Stored items:
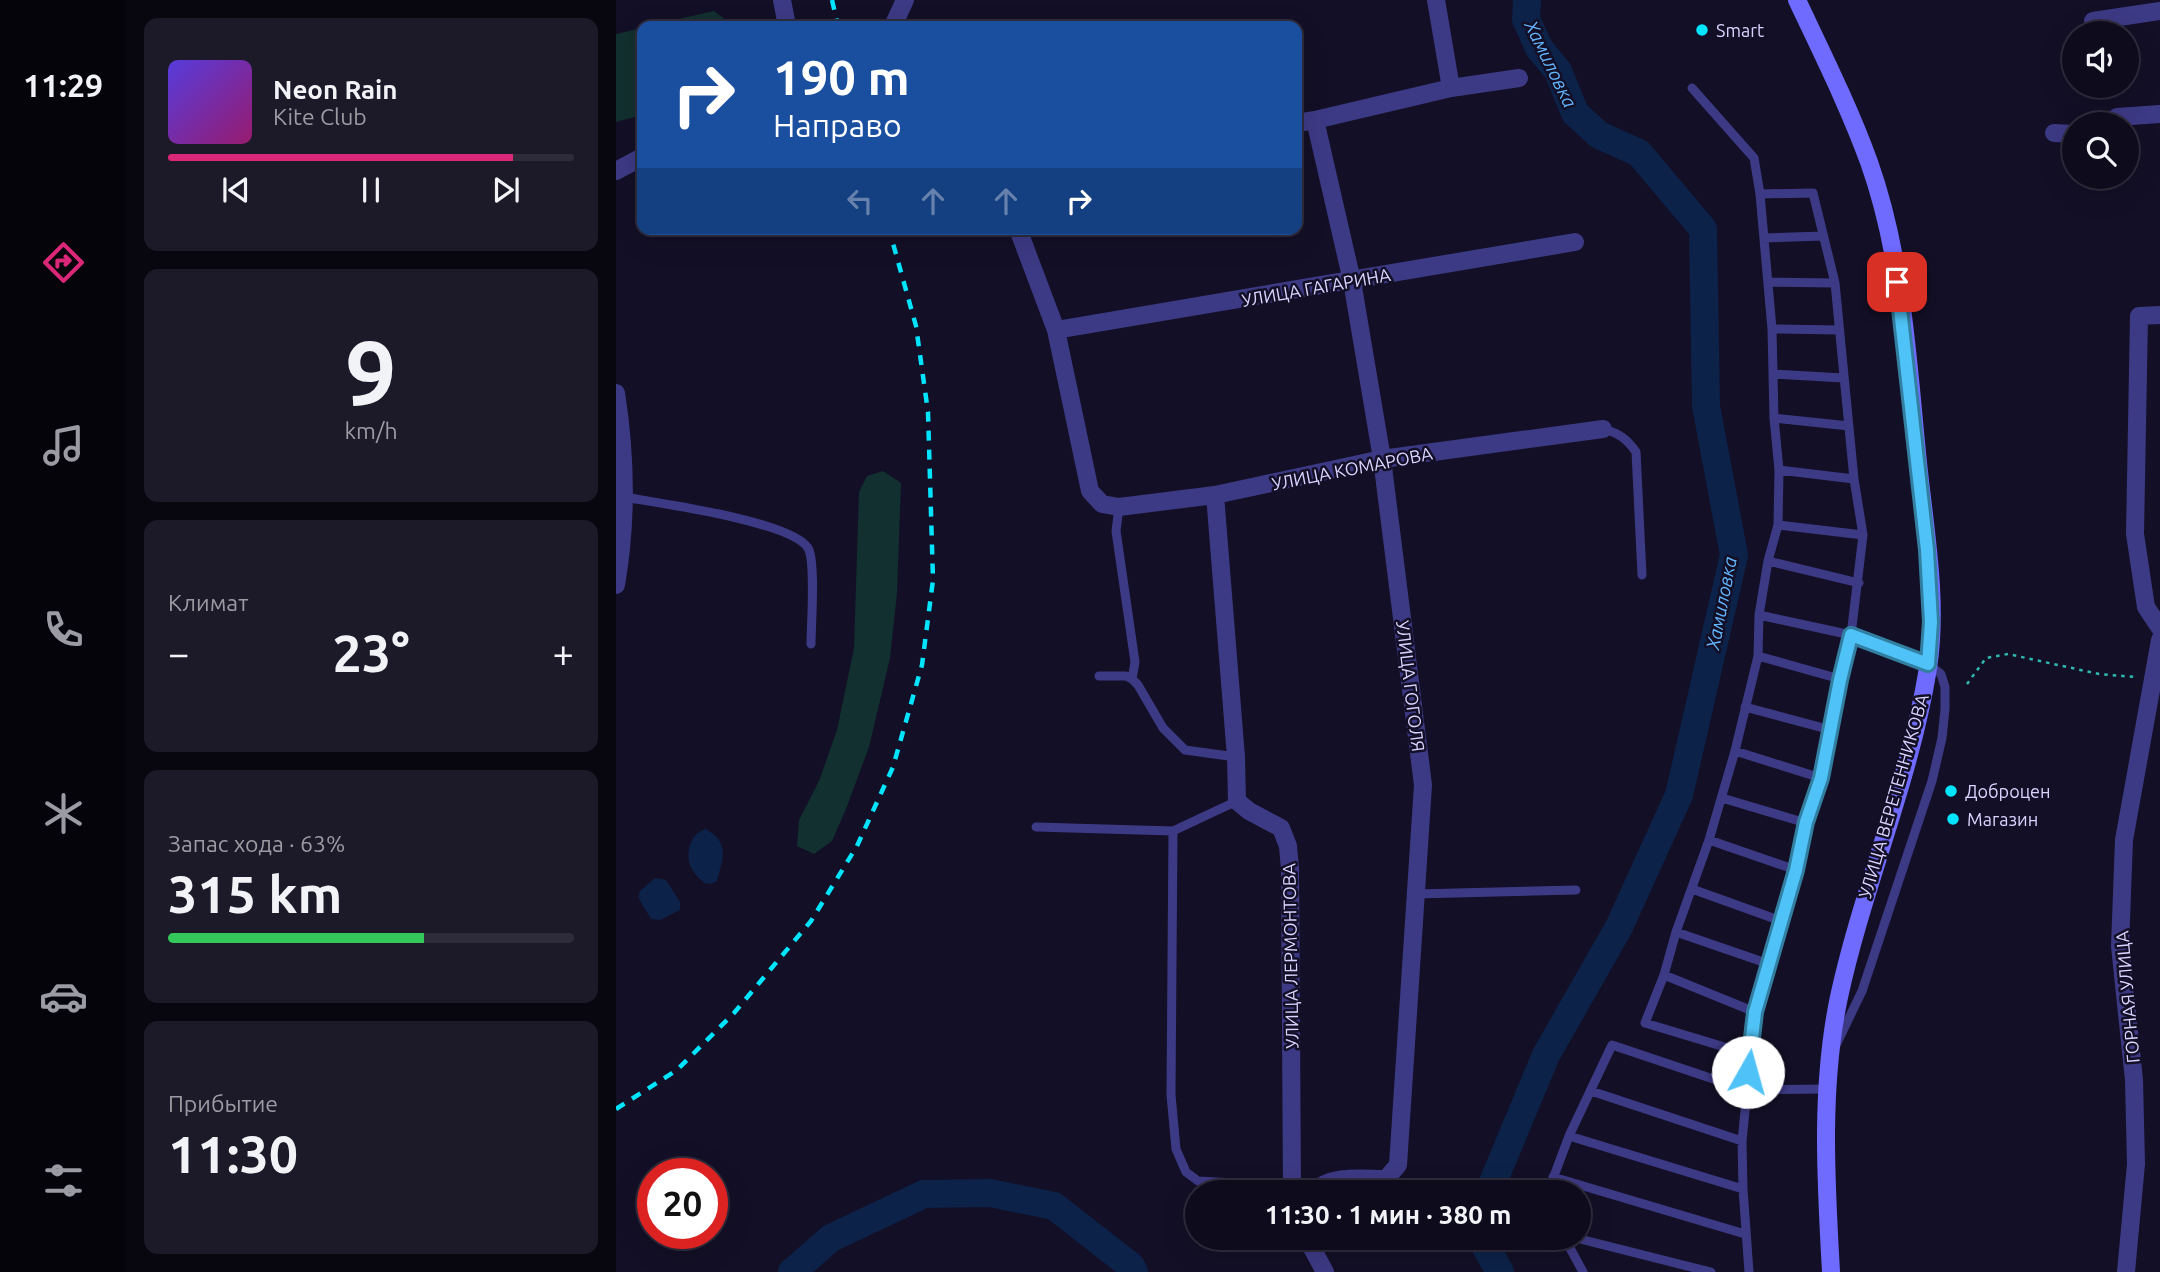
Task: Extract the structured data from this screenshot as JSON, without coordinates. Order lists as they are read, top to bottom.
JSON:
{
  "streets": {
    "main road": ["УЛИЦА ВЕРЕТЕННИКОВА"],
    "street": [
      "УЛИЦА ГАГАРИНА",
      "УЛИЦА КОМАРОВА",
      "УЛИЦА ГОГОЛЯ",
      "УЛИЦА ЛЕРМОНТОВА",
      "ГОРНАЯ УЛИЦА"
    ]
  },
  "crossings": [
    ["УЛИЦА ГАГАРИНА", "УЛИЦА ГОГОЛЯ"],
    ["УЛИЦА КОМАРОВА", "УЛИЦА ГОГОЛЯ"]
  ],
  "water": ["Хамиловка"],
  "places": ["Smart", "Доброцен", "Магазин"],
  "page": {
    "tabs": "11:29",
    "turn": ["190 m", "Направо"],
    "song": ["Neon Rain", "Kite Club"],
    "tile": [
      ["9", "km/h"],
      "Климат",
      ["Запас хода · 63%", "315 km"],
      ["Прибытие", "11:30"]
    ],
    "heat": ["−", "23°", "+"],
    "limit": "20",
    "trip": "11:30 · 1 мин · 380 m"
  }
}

*Exercise details*: Would you copy out every line of the data above exactly, minus the pictures?

*Expected answer*:
Task: Extract the structured data from this screenshot as JSON, without coordinates. Order lists as they are read, top to bottom.
JSON:
{
  "streets": {
    "main road": ["УЛИЦА ВЕРЕТЕННИКОВА"],
    "street": [
      "УЛИЦА ГАГАРИНА",
      "УЛИЦА КОМАРОВА",
      "УЛИЦА ГОГОЛЯ",
      "УЛИЦА ЛЕРМОНТОВА",
      "ГОРНАЯ УЛИЦА"
    ]
  },
  "crossings": [
    ["УЛИЦА ГАГАРИНА", "УЛИЦА ГОГОЛЯ"],
    ["УЛИЦА КОМАРОВА", "УЛИЦА ГОГОЛЯ"]
  ],
  "water": ["Хамиловка"],
  "places": ["Smart", "Доброцен", "Магазин"],
  "page": {
    "tabs": "11:29",
    "turn": ["190 m", "Направо"],
    "song": ["Neon Rain", "Kite Club"],
    "tile": [
      ["9", "km/h"],
      "Климат",
      ["Запас хода · 63%", "315 km"],
      ["Прибытие", "11:30"]
    ],
    "heat": ["−", "23°", "+"],
    "limit": "20",
    "trip": "11:30 · 1 мин · 380 m"
  }
}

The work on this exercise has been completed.